International Open Series

Tournament information
- Venue: World Snooker Centre
- Location: Prestatyn
- Country: Wales
- Established: 2001
- Organisation(s): WPBSA (2001/02) EASB (2002/03–2009/10)
- Format: Professional (2001/02) Pro-am (2002/03) Amateur (2003/04–2009/10)
- Final year: 2010
- Final champion: Jack Lisowski

= International Open Series =

The International Open Series (often referred to as Pontins International Open Series or PIOS for sponsorship reasons), was a series of snooker tournaments that ran from the 2001–02 season until the 2009–10 season. It was originally called the Open Tour but was renamed in 2005. The tour was established to provide players not on the Main Tour or the minor Challenge Tour (now WPBSA Q Tour) with some degree of professional competition, and the best performers were initially promoted to the Challenge Tour.

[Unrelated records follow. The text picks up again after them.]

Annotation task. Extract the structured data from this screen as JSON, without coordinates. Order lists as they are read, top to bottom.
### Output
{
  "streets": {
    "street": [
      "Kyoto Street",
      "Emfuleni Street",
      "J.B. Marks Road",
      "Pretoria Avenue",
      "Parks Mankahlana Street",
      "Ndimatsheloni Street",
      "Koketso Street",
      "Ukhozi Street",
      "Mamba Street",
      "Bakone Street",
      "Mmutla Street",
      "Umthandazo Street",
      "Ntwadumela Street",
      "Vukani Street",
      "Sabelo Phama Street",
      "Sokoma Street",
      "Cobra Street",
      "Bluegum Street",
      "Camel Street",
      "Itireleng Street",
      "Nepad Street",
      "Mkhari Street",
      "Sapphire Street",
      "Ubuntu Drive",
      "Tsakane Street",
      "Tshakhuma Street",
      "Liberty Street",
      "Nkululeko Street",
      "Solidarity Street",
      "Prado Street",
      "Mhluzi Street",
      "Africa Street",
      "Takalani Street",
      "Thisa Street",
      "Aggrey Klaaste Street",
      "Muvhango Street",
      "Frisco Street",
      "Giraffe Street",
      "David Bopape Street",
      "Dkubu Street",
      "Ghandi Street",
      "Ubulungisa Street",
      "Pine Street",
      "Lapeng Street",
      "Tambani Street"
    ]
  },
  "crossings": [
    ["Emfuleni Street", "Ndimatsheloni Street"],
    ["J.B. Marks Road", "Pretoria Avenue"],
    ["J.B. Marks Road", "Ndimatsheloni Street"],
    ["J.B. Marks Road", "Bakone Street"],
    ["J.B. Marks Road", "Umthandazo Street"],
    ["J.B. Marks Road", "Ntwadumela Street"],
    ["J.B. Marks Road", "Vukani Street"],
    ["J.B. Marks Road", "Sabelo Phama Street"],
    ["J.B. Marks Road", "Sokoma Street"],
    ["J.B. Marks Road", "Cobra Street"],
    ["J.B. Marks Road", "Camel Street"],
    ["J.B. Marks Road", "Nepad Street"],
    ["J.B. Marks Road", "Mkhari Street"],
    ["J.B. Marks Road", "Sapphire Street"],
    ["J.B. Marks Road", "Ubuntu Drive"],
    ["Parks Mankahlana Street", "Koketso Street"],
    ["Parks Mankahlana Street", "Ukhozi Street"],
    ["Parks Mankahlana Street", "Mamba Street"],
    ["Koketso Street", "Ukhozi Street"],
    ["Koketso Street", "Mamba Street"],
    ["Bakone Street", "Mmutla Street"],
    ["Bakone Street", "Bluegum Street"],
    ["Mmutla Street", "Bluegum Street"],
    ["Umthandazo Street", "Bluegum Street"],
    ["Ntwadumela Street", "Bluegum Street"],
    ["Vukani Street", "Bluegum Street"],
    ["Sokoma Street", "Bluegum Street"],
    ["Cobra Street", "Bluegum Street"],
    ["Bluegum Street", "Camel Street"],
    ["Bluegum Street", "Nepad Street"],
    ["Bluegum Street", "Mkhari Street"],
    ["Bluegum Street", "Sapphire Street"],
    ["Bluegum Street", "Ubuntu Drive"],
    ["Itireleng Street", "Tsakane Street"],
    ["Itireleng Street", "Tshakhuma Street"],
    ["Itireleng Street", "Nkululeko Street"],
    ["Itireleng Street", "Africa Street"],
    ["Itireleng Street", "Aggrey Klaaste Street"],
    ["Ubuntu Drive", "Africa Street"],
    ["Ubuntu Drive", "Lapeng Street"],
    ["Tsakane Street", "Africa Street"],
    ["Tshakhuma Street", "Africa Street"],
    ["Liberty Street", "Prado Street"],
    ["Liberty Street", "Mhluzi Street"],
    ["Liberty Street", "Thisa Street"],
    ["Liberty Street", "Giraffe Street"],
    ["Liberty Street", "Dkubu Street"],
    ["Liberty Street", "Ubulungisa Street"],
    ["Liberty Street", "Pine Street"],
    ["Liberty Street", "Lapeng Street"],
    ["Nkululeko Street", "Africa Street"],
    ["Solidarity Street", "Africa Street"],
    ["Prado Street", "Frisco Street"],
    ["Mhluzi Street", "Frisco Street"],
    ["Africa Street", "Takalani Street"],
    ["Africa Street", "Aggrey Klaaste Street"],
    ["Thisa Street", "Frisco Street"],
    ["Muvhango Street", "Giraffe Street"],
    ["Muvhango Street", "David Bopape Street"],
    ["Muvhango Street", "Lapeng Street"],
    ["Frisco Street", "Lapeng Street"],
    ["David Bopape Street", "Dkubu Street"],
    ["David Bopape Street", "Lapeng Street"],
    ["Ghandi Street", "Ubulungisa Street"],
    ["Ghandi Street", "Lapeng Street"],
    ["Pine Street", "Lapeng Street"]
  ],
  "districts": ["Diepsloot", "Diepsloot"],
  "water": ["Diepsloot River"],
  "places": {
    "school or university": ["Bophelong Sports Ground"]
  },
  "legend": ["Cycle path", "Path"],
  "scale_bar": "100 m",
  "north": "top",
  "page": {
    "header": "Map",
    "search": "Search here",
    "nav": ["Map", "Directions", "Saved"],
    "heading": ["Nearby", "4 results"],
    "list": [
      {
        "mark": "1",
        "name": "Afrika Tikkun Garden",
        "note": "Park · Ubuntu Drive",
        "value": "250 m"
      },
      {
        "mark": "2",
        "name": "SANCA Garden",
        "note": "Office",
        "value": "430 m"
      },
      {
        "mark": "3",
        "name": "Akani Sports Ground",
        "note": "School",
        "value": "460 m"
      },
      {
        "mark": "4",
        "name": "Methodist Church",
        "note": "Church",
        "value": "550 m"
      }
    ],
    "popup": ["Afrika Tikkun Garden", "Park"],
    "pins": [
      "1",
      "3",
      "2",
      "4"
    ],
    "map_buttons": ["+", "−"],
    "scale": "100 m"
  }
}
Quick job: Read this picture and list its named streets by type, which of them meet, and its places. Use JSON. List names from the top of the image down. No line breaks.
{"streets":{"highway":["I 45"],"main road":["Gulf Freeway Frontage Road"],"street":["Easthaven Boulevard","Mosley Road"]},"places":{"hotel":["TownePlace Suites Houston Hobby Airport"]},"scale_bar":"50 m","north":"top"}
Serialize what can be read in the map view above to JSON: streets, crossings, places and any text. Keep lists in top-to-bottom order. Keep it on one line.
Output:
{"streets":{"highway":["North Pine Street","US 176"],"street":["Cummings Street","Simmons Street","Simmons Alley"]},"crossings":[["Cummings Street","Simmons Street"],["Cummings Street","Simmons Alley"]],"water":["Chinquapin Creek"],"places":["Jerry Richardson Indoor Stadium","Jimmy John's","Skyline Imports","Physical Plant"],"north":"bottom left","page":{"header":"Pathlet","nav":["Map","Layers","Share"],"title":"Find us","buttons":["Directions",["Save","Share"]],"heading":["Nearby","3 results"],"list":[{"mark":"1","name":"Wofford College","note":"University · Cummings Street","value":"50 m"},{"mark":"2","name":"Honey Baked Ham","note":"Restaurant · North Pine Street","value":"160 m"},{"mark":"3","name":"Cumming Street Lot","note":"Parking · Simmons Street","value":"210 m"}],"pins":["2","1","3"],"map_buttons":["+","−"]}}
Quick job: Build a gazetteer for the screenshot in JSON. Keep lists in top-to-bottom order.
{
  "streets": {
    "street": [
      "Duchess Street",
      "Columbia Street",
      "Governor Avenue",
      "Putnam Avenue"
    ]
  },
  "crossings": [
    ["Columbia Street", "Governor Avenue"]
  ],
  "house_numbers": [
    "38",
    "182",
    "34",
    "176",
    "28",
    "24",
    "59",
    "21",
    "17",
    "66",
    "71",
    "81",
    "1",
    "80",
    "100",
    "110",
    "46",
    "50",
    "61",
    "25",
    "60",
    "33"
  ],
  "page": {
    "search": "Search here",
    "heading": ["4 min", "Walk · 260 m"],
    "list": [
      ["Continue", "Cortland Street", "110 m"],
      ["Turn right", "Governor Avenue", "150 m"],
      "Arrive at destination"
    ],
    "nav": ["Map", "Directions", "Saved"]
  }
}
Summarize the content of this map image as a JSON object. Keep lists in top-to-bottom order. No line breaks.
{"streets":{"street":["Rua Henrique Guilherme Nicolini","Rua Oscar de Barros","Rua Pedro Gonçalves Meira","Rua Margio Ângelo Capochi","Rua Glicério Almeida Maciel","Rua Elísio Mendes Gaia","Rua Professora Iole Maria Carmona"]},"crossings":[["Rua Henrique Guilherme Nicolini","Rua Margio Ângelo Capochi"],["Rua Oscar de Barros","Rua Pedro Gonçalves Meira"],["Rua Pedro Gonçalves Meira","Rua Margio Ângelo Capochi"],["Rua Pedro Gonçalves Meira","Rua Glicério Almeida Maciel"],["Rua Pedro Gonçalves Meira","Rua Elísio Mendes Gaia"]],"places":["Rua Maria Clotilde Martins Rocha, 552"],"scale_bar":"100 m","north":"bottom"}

The series was abandoned after the 2009–10 season and replaced by Q School in the 2010–11 season.

== History ==
It was organised by the World Professional Billiards and Snooker Association (WPBSA) during its first season, but the English Association of Snooker and Billiards (EASB), an amateur body, took it over from the 2002–03 season. The event was open to professionals, amateurs and international players for the first couple of seasons, but following the EASB's split from the WPBSA in 2003 the entry criteria were revised barring professional and non-English players from entering.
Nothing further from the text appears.